**Aim of the task:**
Could you write out the line containing "<button>+</button>" and all the lines below it in the data, exactly, through the final one and nothing else?

**Records:**
***
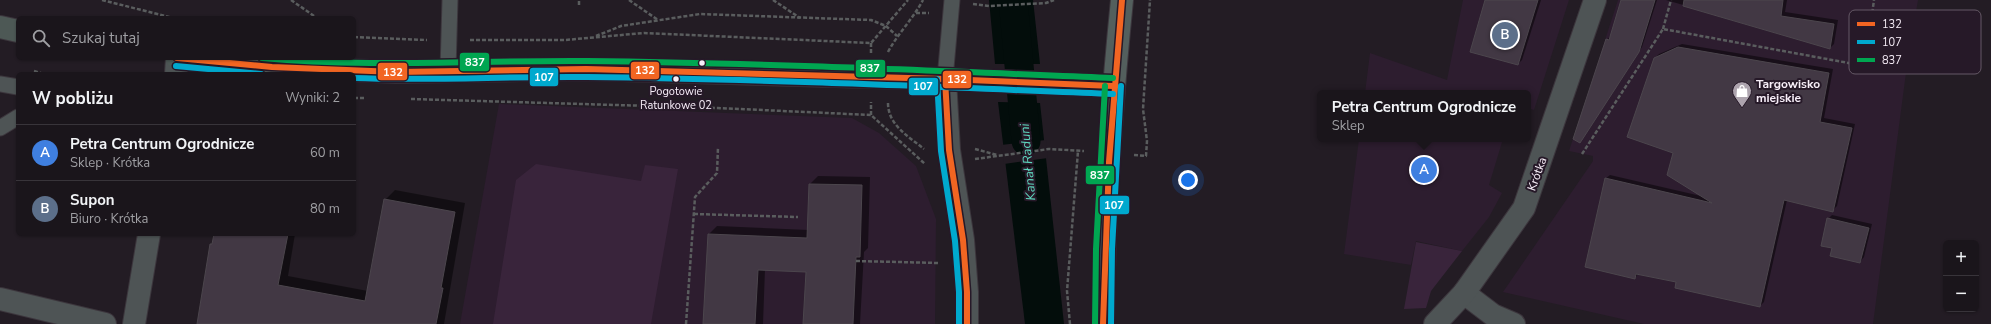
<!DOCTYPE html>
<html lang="pl">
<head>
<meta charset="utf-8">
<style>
  :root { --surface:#1a151b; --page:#231e24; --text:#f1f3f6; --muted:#9f9fa3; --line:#38343a; --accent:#7c3aed }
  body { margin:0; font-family:"Nunito Sans",sans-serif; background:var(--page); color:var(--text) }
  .controls { position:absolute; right:12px; bottom:12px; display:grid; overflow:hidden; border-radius:6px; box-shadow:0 1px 3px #0004 }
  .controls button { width:36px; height:36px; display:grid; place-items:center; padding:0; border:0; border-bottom:1px solid var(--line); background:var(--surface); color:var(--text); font:20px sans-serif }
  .you { position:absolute; left:1188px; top:180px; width:14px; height:14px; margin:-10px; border:3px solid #fff; border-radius:50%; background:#1a73e8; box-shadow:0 0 0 6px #1a73e833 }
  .badge { display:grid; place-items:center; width:26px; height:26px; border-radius:50%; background:var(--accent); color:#fff; font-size:13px; font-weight:700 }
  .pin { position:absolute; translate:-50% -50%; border:2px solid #fff; box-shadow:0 1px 4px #0006 }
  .popup { position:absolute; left:1317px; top:90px; width:214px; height:52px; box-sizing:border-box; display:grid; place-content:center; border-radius:6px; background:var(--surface); filter:drop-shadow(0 1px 3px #0005); font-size:13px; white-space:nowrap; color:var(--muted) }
  .popup b { font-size:15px; color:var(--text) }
  .popup::after { content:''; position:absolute; left:50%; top:100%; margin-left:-8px; border:8px solid transparent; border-top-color:var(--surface) }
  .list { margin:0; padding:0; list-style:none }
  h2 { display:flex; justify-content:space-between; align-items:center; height:52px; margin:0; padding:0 16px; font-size:17px }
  h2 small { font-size:13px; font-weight:400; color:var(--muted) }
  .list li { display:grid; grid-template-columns:26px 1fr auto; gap:12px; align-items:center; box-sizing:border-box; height:56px; padding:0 16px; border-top:1px solid var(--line) }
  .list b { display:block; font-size:15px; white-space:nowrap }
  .list p { margin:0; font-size:13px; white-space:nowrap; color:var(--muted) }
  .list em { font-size:13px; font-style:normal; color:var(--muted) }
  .icon { flex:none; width:22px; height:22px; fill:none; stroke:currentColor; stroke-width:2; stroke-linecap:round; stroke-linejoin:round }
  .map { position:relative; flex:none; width:1991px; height:324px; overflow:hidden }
  .search { position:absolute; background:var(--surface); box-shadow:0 1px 3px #0004; left:16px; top:16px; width:340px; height:44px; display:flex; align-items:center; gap:10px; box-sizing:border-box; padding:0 14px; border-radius:6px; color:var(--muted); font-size:15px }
  .panel { position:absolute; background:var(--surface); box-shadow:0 1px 3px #0004; left:16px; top:72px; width:340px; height:164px; border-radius:6px }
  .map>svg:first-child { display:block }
  .built { fill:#2d1d2f }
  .green { fill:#39243b }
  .water { fill:#030d0b }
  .pier { fill:#231c24 }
  .shadow { fill:#0007 }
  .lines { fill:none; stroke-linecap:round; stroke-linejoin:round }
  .canal { stroke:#030d0b; stroke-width:29 }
  .building { fill:#423844; stroke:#4c464d }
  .service-casing { stroke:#3c363d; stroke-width:17 }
  .minor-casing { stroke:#3c363d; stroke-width:24 }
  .tertiary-casing { stroke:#3c363d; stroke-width:24 }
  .secondary-casing { stroke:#3c363d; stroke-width:24 }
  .primary-casing { stroke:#3c363d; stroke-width:24 }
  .path { stroke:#5a5d5e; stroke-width:2.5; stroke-dasharray:4 2; stroke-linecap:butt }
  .service { stroke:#4e5455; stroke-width:15 }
  .minor { stroke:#4e5455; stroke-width:22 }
  .tertiary { stroke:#4e5455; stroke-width:22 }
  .secondary { stroke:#4d5855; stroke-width:22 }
  .primary { stroke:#535f5d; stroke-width:22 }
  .bus-1-casing { stroke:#261928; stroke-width:9 }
  .bus-2-casing { stroke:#261928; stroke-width:9 }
  .bus-3-casing { stroke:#261928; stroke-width:9 }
  .bus-1 { stroke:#f26522; stroke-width:6 }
  .bus-2 { stroke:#00a9ce; stroke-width:6 }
  .bus-3 { stroke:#00a651; stroke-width:6 }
  .bus-dot { fill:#f7eef8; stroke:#261928; stroke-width:1.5 }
  .labels { text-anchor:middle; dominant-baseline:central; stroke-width:4; stroke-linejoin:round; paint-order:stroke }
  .bus-label { font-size:11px; fill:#f7eef8; stroke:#261928 }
  .poi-label { font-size:12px; font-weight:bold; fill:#f7eef8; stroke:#261928; text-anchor:start }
  .street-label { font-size:12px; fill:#f7eef8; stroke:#261928 }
  .water-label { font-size:13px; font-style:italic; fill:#5ed7be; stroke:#261928 }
  .key { fill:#261928; stroke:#655966; stroke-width:1 }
  .key-label { font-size:11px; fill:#f7eef8 }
  .line-badge { stroke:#261928; stroke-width:1.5 }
  .badge-label { font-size:11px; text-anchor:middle; font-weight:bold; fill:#fff }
</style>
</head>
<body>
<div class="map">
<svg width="1991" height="324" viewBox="0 0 1991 324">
  <rect width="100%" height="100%" fill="#231c24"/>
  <g class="built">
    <polygon points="1463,0 1569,0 1534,110 1528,108 1528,93 1365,93 1370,53 1447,80"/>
    <polygon points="1618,0 1918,0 1907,65 1873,324 1644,324 1503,292 1593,161 1593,156 1569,151"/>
    <polygon points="499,104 852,118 879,133 916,166 936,219 935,324 460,324"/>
    <polygon points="1359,139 1503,139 1489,185 1502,193 1489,217 1462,251 1416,241 1411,265 1344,254"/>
  </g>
  <g class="green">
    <polygon points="536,164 641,181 645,165 678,169 651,324 493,324 516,180"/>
    <polygon points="1416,242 1462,251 1431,291 1426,308 1404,309"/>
  </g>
  <g class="water">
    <polygon points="989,0 1033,0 1040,64 995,64"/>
    <polygon points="998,102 1040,103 1064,324 1025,324"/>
  </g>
  <polygon class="pier" points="1046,140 1048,158 1004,164 1001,145"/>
  <g class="shadow">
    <polygon points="1486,0 1541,0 1522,60 1518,64"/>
    <polygon points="1622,0 1657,0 1642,47 1580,141 1607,40 1611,35"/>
    <polygon points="1666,0 1787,0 1785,12 1838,20 1834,44 1830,48"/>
    <polygon points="1682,44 1833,69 1824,118 1855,124 1837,206 1833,210 1787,200 1764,302 1760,306 1677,282 1639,273 1635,278 1605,179 1610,175 1701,196 1674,152 1655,58 1659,54"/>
    <polygon points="818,176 870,177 868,248 864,252 860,324 804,324 807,271 765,269 763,324 704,324 709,234 717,226 809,230 810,184"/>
    <polygon points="395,190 465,203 444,324 198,324 211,245 214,242 215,234 295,234 288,276 368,291 385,200"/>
    <polygon points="1832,215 1872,224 1864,257 1860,262 1833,247 1828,219"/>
  </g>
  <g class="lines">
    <polyline class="canal" points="1013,0 1026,141"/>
  </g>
  <g class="building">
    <polygon points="1485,0 1538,0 1518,65 1470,52"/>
    <polygon points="1621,0 1655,0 1639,52 1580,143 1573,139 1606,39 1609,40"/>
    <polygon points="1684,0 1783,0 1781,16 1834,24 1830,49 1683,6"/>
    <polygon points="1678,47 1829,73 1820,122 1852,128 1833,212 1784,200 1760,307 1675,288 1676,282 1636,274 1635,279 1585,267 1605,178 1712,203 1667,175 1673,153 1627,137 1654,58"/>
    <polygon points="809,184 862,185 860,257 856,257 853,324 803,324 806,272 758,270 755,324 703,324 708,234 807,238"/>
    <polygon points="384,199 455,212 441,288 443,288 436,324 197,324 210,244 212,244 214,234 288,234 278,285 365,301"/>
    <polygon points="1827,218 1869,228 1860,263 1830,256 1832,248 1821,246"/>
  </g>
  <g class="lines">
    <g class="service-casing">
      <g id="service">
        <polyline points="448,70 450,0"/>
        <polyline points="945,79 952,0"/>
        <polyline points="0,84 18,87"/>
        <polyline points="0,128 18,117"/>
      </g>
    </g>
    <g class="minor-casing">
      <g id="minor">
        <polyline points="176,74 177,58"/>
        <polyline points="1464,293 1493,315 1514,324"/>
        <polyline points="0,299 105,324"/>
        <polyline points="134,324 149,234"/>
        <polyline points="1435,324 1464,293 1524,208 1595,0"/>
      </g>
    </g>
    <g class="tertiary-casing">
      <polyline id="tertiary" points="945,79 949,150 963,240 967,292 967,324"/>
    </g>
    <g class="secondary-casing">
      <g id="secondary">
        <polyline points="0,27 18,31"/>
        <polyline points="177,58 272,67 396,72 586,69 945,79 1113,86"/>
      </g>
    </g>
    <g class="primary-casing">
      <path id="primary" d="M1103 324C1104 216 1111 108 1122 0"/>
    </g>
    <g class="path">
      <polyline points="102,0 173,18"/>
      <polyline points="291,0 317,18"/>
      <polyline points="629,0 658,20"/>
      <polyline points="773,0 800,18"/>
      <polyline points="973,4 989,6 1046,3 1054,0"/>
      <polyline points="579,5 579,0"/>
      <polyline points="916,13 929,13"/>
      <polyline points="1663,29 1671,0"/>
      <polyline points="596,36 621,26 700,14 871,20 886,26 897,36"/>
      <polyline points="354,37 427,40"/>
      <polyline points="470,40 565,40 644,33 871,43 908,0"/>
      <path d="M888 52C898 33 913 19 923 0"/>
      <polyline points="871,53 871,43"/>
      <polyline points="34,71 44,74"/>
      <polyline points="354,98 364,98"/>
      <polyline points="411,99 718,108 871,115 925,164"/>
      <path d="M888 103C888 125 908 136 924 149"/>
      <polyline points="871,115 871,102"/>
      <polyline points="975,149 997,155"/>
      <polyline points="1582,154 1663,29 1865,66 1874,0"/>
      <polyline points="1134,155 1146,156 1147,141 1143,109 1150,0"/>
      <polyline points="975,159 1049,149 1084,151"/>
      <polyline points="694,214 798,217"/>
      <polyline points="856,261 939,263"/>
      <polyline points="686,324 695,197 717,173 718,147"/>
      <polyline points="1070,324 1067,291 1078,151"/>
    </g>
    <use href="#service" class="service"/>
    <use href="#minor" class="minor"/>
    <use href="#tertiary" class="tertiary"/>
    <use href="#secondary" class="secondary"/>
    <use href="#primary" class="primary"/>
    <g class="bus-1-casing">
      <g id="bus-1">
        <polyline points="177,58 272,67 396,72 586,69 945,79 1113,86"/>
        <polyline points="945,79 949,150 963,240 967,292 967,324"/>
        <polyline points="1103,324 1109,162 1122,0"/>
      </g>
    </g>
    <g class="bus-2-casing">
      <g id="bus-2">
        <polyline points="176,66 261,74"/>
        <path d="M354 78C432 81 509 76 587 77 762 79 938 87 1113 94"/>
        <polyline points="937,79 941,151 955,241 959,292 959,324"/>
        <polyline points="1111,324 1112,249 1121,86"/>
      </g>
    </g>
    <g class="bus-3-casing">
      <g id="bus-3">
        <path d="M262 58C370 68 479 60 587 61 762 63 938 71 1113 78"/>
        <polyline points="1095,324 1096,249 1105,86"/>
      </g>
    </g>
    <use href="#bus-1" class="bus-1"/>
    <use href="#bus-2" class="bus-2"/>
    <use href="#bus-3" class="bus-3"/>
  </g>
  <defs>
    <g id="shop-pin" transform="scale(1)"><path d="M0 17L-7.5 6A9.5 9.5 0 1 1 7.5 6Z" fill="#ada4ae" stroke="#261928"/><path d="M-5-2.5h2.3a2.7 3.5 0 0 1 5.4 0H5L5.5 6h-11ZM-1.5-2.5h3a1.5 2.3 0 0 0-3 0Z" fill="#fff"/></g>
  </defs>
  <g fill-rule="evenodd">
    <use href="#shop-pin" x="1742" y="91"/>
  </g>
  <g class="bus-dot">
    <circle cx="702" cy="63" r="3.5"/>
    <circle cx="676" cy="79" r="3.5"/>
  </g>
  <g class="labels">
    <g class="bus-label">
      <text x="676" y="91">Pogotowie<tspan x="676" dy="14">Ratunkowe 02</tspan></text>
    </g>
    <g class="poi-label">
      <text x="1756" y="84">Targowisko<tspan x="1756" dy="14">miejskie</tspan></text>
    </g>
    <g class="street-label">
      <text transform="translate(1537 174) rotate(-70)">Krótka</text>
    </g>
    <g class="water-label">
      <text transform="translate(1028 162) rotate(-95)">Kanał Raduni</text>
    </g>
  </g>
  <rect x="1849" y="10" width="132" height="64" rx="6" class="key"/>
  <rect x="1857" y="22" width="18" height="4" fill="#f26522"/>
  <rect x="1857" y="40" width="18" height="4" fill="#00a9ce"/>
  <rect x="1857" y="58" width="18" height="4" fill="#00a651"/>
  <g class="key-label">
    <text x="1882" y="28">132</text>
    <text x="1882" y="46">107</text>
    <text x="1882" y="64">837</text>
  </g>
  <g class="line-badge">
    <rect x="459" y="52" width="31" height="20" rx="4" fill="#00a651"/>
    <rect x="855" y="59" width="31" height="19" rx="4" fill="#00a651"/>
    <rect x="630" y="61" width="30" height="19" rx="4" fill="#f26522"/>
    <rect x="377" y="62" width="31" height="19" rx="4" fill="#f26522"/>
    <rect x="529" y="67" width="30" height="20" rx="4" fill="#00a9ce"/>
    <rect x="942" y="70" width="30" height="19" rx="4" fill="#f26522"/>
    <rect x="908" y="77" width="31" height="19" rx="4" fill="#00a9ce"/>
    <rect x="1085" y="165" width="30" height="20" rx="4" fill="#00a651"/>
    <rect x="1099" y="195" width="31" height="20" rx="4" fill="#00a9ce"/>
  </g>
  <g class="badge-label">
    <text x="475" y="66">837</text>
    <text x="870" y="72">837</text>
    <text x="645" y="74">132</text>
    <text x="393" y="76">132</text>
    <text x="544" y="81">107</text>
    <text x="957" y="83">132</text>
    <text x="923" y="90">107</text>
    <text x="1100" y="179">837</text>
    <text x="1114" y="209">107</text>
  </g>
</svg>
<div class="controls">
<button>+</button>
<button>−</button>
</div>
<div class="you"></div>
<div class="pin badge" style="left:1424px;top:170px;background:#3f7fe0">A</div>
<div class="popup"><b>Petra Centrum Ogrodnicze</b>Sklep</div>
<div class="pin badge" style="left:1505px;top:35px;background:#5c6f8a">B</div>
<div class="search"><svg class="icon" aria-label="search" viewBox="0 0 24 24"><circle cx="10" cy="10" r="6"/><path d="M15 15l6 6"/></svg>Szukaj tutaj</div>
<section class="panel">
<h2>W pobliżu<small>Wyniki: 2</small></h2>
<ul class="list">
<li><span class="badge" style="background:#3f7fe0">A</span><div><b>Petra Centrum Ogrodnicze</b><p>Sklep · Krótka</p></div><em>60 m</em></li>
<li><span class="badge" style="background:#5c6f8a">B</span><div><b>Supon</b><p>Biuro · Krótka</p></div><em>80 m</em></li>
</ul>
</section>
</div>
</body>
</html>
***
**Answer to the exercise:**
<button>+</button>
<button>−</button>
</div>
<div class="you"></div>
<div class="pin badge" style="left:1424px;top:170px;background:#3f7fe0">A</div>
<div class="popup"><b>Petra Centrum Ogrodnicze</b>Sklep</div>
<div class="pin badge" style="left:1505px;top:35px;background:#5c6f8a">B</div>
<div class="search"><svg class="icon" aria-label="search" viewBox="0 0 24 24"><circle cx="10" cy="10" r="6"/><path d="M15 15l6 6"/></svg>Szukaj tutaj</div>
<section class="panel">
<h2>W pobliżu<small>Wyniki: 2</small></h2>
<ul class="list">
<li><span class="badge" style="background:#3f7fe0">A</span><div><b>Petra Centrum Ogrodnicze</b><p>Sklep · Krótka</p></div><em>60 m</em></li>
<li><span class="badge" style="background:#5c6f8a">B</span><div><b>Supon</b><p>Biuro · Krótka</p></div><em>80 m</em></li>
</ul>
</section>
</div>
</body>
</html>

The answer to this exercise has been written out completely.